[Material supplied — start]

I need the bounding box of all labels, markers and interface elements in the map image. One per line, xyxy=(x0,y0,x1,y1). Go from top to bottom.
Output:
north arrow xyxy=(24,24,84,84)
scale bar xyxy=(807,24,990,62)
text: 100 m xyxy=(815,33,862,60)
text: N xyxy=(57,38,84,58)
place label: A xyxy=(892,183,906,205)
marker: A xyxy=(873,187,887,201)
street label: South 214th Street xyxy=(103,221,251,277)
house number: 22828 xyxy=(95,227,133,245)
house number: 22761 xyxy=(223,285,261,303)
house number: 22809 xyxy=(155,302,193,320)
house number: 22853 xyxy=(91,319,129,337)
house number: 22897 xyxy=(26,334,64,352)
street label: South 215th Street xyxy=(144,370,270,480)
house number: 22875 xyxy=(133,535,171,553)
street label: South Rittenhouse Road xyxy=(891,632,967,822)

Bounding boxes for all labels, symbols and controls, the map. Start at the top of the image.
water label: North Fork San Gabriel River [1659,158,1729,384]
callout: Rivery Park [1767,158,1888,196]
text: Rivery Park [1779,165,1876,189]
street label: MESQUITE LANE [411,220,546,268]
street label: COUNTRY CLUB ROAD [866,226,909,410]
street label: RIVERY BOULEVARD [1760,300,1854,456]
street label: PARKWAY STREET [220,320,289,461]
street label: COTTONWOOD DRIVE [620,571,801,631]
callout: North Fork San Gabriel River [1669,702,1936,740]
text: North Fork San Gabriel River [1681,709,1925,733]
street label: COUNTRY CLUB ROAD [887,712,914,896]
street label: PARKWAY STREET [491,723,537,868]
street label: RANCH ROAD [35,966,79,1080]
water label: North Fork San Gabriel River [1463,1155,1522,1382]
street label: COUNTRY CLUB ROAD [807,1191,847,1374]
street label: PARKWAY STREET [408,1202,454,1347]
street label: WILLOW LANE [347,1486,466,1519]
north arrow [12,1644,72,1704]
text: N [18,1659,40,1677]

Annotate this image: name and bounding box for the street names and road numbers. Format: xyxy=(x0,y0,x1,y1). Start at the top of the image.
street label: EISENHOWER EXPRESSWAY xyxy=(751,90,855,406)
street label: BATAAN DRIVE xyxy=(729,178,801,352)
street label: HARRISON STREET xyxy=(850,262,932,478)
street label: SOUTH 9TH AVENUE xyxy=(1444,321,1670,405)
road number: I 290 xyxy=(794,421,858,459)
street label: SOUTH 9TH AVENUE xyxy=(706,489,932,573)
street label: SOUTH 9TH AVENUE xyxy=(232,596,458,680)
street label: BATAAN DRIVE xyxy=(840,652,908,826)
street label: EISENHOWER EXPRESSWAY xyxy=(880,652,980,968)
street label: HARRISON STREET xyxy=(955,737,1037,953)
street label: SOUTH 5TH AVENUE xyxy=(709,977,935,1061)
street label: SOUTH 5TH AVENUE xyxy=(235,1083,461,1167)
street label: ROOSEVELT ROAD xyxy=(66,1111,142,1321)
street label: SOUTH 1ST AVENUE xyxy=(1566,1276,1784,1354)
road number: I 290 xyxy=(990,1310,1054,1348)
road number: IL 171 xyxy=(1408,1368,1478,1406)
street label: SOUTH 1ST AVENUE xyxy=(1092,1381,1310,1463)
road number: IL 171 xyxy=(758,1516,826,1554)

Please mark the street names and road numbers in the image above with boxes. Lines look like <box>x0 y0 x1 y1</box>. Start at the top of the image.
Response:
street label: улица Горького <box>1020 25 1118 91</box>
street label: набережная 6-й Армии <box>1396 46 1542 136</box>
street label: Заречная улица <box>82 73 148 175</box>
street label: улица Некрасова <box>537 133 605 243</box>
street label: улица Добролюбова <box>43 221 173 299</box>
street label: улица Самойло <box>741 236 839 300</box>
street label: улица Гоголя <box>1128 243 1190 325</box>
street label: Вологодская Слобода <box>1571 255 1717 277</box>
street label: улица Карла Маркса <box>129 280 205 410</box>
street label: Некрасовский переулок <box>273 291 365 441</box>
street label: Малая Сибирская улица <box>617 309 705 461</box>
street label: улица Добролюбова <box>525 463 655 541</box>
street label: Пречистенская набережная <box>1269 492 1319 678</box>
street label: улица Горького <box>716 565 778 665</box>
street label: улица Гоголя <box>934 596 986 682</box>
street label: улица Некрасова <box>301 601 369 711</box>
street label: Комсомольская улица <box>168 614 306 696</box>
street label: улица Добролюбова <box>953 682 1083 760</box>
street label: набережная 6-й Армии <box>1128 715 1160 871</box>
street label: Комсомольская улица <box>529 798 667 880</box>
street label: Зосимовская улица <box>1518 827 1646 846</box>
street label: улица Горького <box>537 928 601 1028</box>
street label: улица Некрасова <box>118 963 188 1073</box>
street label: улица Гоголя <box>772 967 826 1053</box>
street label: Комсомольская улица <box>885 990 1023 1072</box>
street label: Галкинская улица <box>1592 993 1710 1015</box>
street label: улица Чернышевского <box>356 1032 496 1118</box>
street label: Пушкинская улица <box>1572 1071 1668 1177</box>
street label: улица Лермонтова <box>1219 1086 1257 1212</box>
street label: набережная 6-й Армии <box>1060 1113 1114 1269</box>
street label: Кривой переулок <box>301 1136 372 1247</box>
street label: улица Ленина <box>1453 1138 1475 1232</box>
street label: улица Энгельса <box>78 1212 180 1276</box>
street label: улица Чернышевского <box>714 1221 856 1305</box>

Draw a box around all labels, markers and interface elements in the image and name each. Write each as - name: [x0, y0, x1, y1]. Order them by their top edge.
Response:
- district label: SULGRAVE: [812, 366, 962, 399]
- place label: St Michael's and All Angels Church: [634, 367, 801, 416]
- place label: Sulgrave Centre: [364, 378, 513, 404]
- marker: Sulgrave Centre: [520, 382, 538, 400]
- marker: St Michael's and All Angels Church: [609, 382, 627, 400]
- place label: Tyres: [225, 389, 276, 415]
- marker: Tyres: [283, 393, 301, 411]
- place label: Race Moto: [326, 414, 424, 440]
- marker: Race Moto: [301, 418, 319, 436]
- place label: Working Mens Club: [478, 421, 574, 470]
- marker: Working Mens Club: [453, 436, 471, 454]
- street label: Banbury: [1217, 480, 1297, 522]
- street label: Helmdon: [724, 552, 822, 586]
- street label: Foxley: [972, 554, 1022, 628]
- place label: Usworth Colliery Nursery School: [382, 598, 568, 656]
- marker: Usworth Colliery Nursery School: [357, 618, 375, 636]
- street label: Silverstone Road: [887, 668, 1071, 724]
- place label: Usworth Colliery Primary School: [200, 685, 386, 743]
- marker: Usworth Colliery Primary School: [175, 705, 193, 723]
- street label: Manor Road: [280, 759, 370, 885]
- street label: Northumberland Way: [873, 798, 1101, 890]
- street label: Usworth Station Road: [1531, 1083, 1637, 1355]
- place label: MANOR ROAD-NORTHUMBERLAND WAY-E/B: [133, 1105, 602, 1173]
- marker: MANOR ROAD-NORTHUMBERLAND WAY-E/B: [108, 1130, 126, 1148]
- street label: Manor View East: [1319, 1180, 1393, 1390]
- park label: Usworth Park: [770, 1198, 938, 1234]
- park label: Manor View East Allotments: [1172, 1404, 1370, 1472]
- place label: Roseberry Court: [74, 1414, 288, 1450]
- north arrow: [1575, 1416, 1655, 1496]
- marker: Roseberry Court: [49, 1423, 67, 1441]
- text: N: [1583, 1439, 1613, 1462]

[Material supplied — finish]

## [What the task requires]
Reproduce all the records, exactly and in full.

## [Exercise answer]
I need the bounding box of all labels, markers and interface elements in the map image. One per line, xyxy=(x0,y0,x1,y1). Go from top to bottom.
Output:
north arrow xyxy=(24,24,84,84)
scale bar xyxy=(807,24,990,62)
text: 100 m xyxy=(815,33,862,60)
text: N xyxy=(57,38,84,58)
place label: A xyxy=(892,183,906,205)
marker: A xyxy=(873,187,887,201)
street label: South 214th Street xyxy=(103,221,251,277)
house number: 22828 xyxy=(95,227,133,245)
house number: 22761 xyxy=(223,285,261,303)
house number: 22809 xyxy=(155,302,193,320)
house number: 22853 xyxy=(91,319,129,337)
house number: 22897 xyxy=(26,334,64,352)
street label: South 215th Street xyxy=(144,370,270,480)
house number: 22875 xyxy=(133,535,171,553)
street label: South Rittenhouse Road xyxy=(891,632,967,822)

Bounding boxes for all labels, symbols and controls, the map. Start at the top of the image.
water label: North Fork San Gabriel River [1659,158,1729,384]
callout: Rivery Park [1767,158,1888,196]
text: Rivery Park [1779,165,1876,189]
street label: MESQUITE LANE [411,220,546,268]
street label: COUNTRY CLUB ROAD [866,226,909,410]
street label: RIVERY BOULEVARD [1760,300,1854,456]
street label: PARKWAY STREET [220,320,289,461]
street label: COTTONWOOD DRIVE [620,571,801,631]
callout: North Fork San Gabriel River [1669,702,1936,740]
text: North Fork San Gabriel River [1681,709,1925,733]
street label: COUNTRY CLUB ROAD [887,712,914,896]
street label: PARKWAY STREET [491,723,537,868]
street label: RANCH ROAD [35,966,79,1080]
water label: North Fork San Gabriel River [1463,1155,1522,1382]
street label: COUNTRY CLUB ROAD [807,1191,847,1374]
street label: PARKWAY STREET [408,1202,454,1347]
street label: WILLOW LANE [347,1486,466,1519]
north arrow [12,1644,72,1704]
text: N [18,1659,40,1677]

Annotate this image: name and bounding box for the street names and road numbers. Format: xyxy=(x0,y0,x1,y1). Start at the top of the image.
street label: EISENHOWER EXPRESSWAY xyxy=(751,90,855,406)
street label: BATAAN DRIVE xyxy=(729,178,801,352)
street label: HARRISON STREET xyxy=(850,262,932,478)
street label: SOUTH 9TH AVENUE xyxy=(1444,321,1670,405)
road number: I 290 xyxy=(794,421,858,459)
street label: SOUTH 9TH AVENUE xyxy=(706,489,932,573)
street label: SOUTH 9TH AVENUE xyxy=(232,596,458,680)
street label: BATAAN DRIVE xyxy=(840,652,908,826)
street label: EISENHOWER EXPRESSWAY xyxy=(880,652,980,968)
street label: HARRISON STREET xyxy=(955,737,1037,953)
street label: SOUTH 5TH AVENUE xyxy=(709,977,935,1061)
street label: SOUTH 5TH AVENUE xyxy=(235,1083,461,1167)
street label: ROOSEVELT ROAD xyxy=(66,1111,142,1321)
street label: SOUTH 1ST AVENUE xyxy=(1566,1276,1784,1354)
road number: I 290 xyxy=(990,1310,1054,1348)
road number: IL 171 xyxy=(1408,1368,1478,1406)
street label: SOUTH 1ST AVENUE xyxy=(1092,1381,1310,1463)
road number: IL 171 xyxy=(758,1516,826,1554)

Please mark the street names and road numbers in the image above with boxes. Lines look like <box>x0 y0 x1 y1</box>. Start at the top of the image.
Response:
street label: улица Горького <box>1020 25 1118 91</box>
street label: набережная 6-й Армии <box>1396 46 1542 136</box>
street label: Заречная улица <box>82 73 148 175</box>
street label: улица Некрасова <box>537 133 605 243</box>
street label: улица Добролюбова <box>43 221 173 299</box>
street label: улица Самойло <box>741 236 839 300</box>
street label: улица Гоголя <box>1128 243 1190 325</box>
street label: Вологодская Слобода <box>1571 255 1717 277</box>
street label: улица Карла Маркса <box>129 280 205 410</box>
street label: Некрасовский переулок <box>273 291 365 441</box>
street label: Малая Сибирская улица <box>617 309 705 461</box>
street label: улица Добролюбова <box>525 463 655 541</box>
street label: Пречистенская набережная <box>1269 492 1319 678</box>
street label: улица Горького <box>716 565 778 665</box>
street label: улица Гоголя <box>934 596 986 682</box>
street label: улица Некрасова <box>301 601 369 711</box>
street label: Комсомольская улица <box>168 614 306 696</box>
street label: улица Добролюбова <box>953 682 1083 760</box>
street label: набережная 6-й Армии <box>1128 715 1160 871</box>
street label: Комсомольская улица <box>529 798 667 880</box>
street label: Зосимовская улица <box>1518 827 1646 846</box>
street label: улица Горького <box>537 928 601 1028</box>
street label: улица Некрасова <box>118 963 188 1073</box>
street label: улица Гоголя <box>772 967 826 1053</box>
street label: Комсомольская улица <box>885 990 1023 1072</box>
street label: Галкинская улица <box>1592 993 1710 1015</box>
street label: улица Чернышевского <box>356 1032 496 1118</box>
street label: Пушкинская улица <box>1572 1071 1668 1177</box>
street label: улица Лермонтова <box>1219 1086 1257 1212</box>
street label: набережная 6-й Армии <box>1060 1113 1114 1269</box>
street label: Кривой переулок <box>301 1136 372 1247</box>
street label: улица Ленина <box>1453 1138 1475 1232</box>
street label: улица Энгельса <box>78 1212 180 1276</box>
street label: улица Чернышевского <box>714 1221 856 1305</box>

Draw a box around all labels, markers and interface elements in the image and name each. Write each as - name: [x0, y0, x1, y1]. Order them by their top edge.
Response:
- district label: SULGRAVE: [812, 366, 962, 399]
- place label: St Michael's and All Angels Church: [634, 367, 801, 416]
- place label: Sulgrave Centre: [364, 378, 513, 404]
- marker: Sulgrave Centre: [520, 382, 538, 400]
- marker: St Michael's and All Angels Church: [609, 382, 627, 400]
- place label: Tyres: [225, 389, 276, 415]
- marker: Tyres: [283, 393, 301, 411]
- place label: Race Moto: [326, 414, 424, 440]
- marker: Race Moto: [301, 418, 319, 436]
- place label: Working Mens Club: [478, 421, 574, 470]
- marker: Working Mens Club: [453, 436, 471, 454]
- street label: Banbury: [1217, 480, 1297, 522]
- street label: Helmdon: [724, 552, 822, 586]
- street label: Foxley: [972, 554, 1022, 628]
- place label: Usworth Colliery Nursery School: [382, 598, 568, 656]
- marker: Usworth Colliery Nursery School: [357, 618, 375, 636]
- street label: Silverstone Road: [887, 668, 1071, 724]
- place label: Usworth Colliery Primary School: [200, 685, 386, 743]
- marker: Usworth Colliery Primary School: [175, 705, 193, 723]
- street label: Manor Road: [280, 759, 370, 885]
- street label: Northumberland Way: [873, 798, 1101, 890]
- street label: Usworth Station Road: [1531, 1083, 1637, 1355]
- place label: MANOR ROAD-NORTHUMBERLAND WAY-E/B: [133, 1105, 602, 1173]
- marker: MANOR ROAD-NORTHUMBERLAND WAY-E/B: [108, 1130, 126, 1148]
- street label: Manor View East: [1319, 1180, 1393, 1390]
- park label: Usworth Park: [770, 1198, 938, 1234]
- park label: Manor View East Allotments: [1172, 1404, 1370, 1472]
- place label: Roseberry Court: [74, 1414, 288, 1450]
- north arrow: [1575, 1416, 1655, 1496]
- marker: Roseberry Court: [49, 1423, 67, 1441]
- text: N: [1583, 1439, 1613, 1462]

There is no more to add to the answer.